Successivamente alla firma scopriva che parte di detto immobile, per la precisione il box auto, era abusivo, perché realizzato in assenza di titolo edilizio, motivo per cui si palesava l’impossibilità di procedere alla stipula dell’atto definitivo.
Il promissario acquirente, informato della circostanza, citava comunque in giudizio il promittente venditore al fine di ottenere una sentenza ex art. 2932 c.c. (esecuzione specifica dell’obbligo di concludere un contratto), chiedendo contestualmente una riduzione del prezzo da corrispondere, pari al costo delle difformità da sanare, ed il risarcimento dei danni. In subordine chiedeva che venisse disposto il trasferimento del solo appartamento, con esclusione del box auto abusivo.
Nella comparsa di costituzione e risposta depositata per conto della assistita, lo Studio chiedeva il rigetto di tutte le domande avanzate dalla controparte, in ragione dell’assenza della dichiarazione di cui all’art. 46 Legge 380/2001 e della impossibilità di fornirla (stante l’esistenza del manufatto abusivo).
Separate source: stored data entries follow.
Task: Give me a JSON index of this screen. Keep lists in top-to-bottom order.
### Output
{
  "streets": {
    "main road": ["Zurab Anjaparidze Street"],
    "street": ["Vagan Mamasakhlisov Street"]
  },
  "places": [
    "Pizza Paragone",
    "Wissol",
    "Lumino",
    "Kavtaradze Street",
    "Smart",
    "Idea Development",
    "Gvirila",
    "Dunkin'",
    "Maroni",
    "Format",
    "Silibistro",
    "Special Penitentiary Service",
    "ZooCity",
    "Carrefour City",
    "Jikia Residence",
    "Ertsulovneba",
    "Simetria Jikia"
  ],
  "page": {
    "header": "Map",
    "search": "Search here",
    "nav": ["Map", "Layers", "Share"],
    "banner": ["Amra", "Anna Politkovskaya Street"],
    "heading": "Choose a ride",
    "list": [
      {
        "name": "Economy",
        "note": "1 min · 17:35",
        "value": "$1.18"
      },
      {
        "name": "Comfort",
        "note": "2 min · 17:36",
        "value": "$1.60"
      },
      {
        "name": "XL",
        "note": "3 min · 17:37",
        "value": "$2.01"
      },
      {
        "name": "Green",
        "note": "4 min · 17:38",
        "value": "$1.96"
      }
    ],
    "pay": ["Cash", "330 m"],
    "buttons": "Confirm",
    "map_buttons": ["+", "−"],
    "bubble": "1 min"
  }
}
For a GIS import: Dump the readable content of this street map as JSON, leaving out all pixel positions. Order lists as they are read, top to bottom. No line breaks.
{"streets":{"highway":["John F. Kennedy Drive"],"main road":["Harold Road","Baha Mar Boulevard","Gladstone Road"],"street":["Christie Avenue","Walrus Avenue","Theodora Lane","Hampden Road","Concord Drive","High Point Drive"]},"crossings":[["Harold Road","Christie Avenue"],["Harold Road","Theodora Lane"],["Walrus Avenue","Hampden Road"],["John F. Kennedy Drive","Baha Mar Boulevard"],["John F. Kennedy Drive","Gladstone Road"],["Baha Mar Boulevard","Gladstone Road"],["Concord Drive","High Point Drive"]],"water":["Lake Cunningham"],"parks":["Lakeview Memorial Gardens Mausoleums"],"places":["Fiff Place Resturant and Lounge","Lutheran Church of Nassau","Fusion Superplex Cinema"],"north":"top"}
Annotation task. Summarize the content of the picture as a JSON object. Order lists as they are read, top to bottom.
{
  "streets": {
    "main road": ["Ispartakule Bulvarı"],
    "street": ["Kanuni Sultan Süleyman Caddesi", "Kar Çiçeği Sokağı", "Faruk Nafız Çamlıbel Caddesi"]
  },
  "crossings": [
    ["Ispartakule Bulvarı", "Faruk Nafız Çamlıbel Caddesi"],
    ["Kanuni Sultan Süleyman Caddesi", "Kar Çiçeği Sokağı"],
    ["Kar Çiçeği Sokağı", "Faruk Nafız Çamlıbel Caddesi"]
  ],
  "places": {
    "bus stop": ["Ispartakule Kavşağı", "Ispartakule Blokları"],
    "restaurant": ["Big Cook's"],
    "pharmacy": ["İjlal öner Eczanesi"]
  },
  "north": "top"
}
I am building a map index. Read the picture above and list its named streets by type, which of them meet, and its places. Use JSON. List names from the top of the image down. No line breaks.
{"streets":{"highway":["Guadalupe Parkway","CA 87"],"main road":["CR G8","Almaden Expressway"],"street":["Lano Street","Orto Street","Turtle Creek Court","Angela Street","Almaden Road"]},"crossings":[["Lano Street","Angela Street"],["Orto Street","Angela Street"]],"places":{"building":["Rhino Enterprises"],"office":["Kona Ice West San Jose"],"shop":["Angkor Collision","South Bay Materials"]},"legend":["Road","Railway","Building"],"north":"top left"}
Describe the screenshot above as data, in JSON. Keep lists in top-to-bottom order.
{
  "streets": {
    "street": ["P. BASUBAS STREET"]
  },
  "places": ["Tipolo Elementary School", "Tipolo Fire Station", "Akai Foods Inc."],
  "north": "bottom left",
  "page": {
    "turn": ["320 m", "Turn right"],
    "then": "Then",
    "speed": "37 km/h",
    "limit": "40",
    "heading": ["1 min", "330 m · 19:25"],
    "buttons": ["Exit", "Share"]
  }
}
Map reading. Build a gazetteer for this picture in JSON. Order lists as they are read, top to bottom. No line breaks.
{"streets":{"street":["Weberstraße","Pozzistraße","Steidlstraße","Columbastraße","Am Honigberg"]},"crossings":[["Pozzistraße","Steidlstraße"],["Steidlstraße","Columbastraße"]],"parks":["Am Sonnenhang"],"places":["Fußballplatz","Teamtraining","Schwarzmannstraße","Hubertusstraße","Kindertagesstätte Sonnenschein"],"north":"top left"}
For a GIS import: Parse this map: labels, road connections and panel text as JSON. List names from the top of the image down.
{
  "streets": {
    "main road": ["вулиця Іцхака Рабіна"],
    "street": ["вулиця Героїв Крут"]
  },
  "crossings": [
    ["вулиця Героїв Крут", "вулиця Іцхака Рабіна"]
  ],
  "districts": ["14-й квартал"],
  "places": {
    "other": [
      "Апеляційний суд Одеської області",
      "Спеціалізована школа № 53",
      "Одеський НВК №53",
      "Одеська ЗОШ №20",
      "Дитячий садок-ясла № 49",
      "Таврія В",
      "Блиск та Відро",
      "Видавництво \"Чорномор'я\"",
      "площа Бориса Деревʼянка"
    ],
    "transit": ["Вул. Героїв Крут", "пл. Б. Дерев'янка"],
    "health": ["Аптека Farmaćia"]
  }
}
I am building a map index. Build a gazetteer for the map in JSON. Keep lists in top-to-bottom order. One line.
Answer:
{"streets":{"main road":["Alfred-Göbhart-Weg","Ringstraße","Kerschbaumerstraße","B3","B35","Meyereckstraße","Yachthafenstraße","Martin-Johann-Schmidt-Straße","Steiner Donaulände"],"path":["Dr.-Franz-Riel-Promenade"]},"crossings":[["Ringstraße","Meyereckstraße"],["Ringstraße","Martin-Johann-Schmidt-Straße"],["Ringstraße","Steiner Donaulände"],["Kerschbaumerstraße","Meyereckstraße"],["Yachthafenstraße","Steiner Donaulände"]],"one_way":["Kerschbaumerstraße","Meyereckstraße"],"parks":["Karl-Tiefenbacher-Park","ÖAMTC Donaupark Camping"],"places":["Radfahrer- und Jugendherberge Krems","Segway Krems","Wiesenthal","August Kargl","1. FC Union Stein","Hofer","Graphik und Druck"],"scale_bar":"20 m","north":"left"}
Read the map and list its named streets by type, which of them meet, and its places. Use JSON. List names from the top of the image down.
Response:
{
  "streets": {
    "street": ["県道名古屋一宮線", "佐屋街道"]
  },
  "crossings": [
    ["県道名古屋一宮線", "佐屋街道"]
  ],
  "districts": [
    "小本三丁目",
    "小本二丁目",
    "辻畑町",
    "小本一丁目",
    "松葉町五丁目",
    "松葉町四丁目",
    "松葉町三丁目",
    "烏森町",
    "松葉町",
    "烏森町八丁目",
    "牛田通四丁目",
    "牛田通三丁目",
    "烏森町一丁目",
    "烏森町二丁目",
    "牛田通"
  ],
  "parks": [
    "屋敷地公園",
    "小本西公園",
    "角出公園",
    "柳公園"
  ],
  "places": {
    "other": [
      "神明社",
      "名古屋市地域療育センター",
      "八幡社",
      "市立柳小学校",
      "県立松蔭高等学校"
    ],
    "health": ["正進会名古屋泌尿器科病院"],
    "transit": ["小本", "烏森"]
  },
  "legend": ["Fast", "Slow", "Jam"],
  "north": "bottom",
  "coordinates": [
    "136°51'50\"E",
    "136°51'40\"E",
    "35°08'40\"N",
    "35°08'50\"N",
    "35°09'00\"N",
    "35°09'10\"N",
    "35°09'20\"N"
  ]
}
Si contestava, inoltre, anche la possibilità per l’attore di ottenere una sentenza che obbligasse la vendita del solo appartamento, in quanto con tale pronuncia si sarebbe andati a modificare radicalmente l’originario assetto di interessi definito dalle parti tramite il contratto preliminare.
Il Tribunale di Roma, con la sentenza n. 17180/2021 del 5 novembre 2021, rigettava le domande del promissario acquirente rilevando che, per decidere la causa, occorreva tenere in considerazione il principio affermato dalla pronuncia delle Sezioni Unite della Cassazione n° 8230 del 22/03/2019 secondo il quale: “La nullità comminata dall’art. 46 del d.P.R. n. 380 del 2001 e dagli artt. 17 e 40 della l. n. 47 del 1985, va ricondotta nell’ambito del comma 3 dell’art 1418 c.c., di cui costituisce una specifica declinazione, e deve qualificarsi come nullità “testuale”, con tale espressione dovendo intendersi, in stretta adesione al dato normativo, un’unica fattispecie di nullità che colpisce gli atti tra vivi ad effetti reali elencati nelle norme che la prevedono, volta a sanzionare la mancata inclusione in detti atti degli estremi del titolo abilitativo dell’immobile, titolo che, tuttavia, deve esistere realmente e deve esser riferibile, proprio, a quell’immobile. Pertanto, in presenza nell’atto della dichiarazione dell’alienante degli estremi del titolo urbanistico, reale e riferibile all’immobile, il contratto è valido a prescindere dal profilo della conformità o della difformità della costruzione realizzata al titolo menzionato”.
Sulla scorta di questa premessa, il Tribunale accertava che l’appartamento oggetto del preliminare era stato realizzato in forza di regolare licenza edilizia, ma presentava delle parziali difformità per le quali non era stata presentata domanda di condono e riteneva che nel caso di specie difettassero le condizioni dell’azione “poiché la dichiarazione del venditore che dia atto delle difformità della costruzione dal permesso di costruire e non sia integrata dalla indicazione degli estremi della domanda di condono presentata per sanare la difformità non integra il requisito formale di validità del trasferimento richiesto dalla norma”. Per quel che concerne l’autorimessa, invece, accertava che la stessa non era prevista dal progetto, motivo per cui risultava del tutto priva di titolo edilizio e, quindi, incommerciabile, non essendo possibile soddisfare, in relazione ad essa, il requisito di validità richiesto dall’art. 40 comma 2 L. n. 47/1985.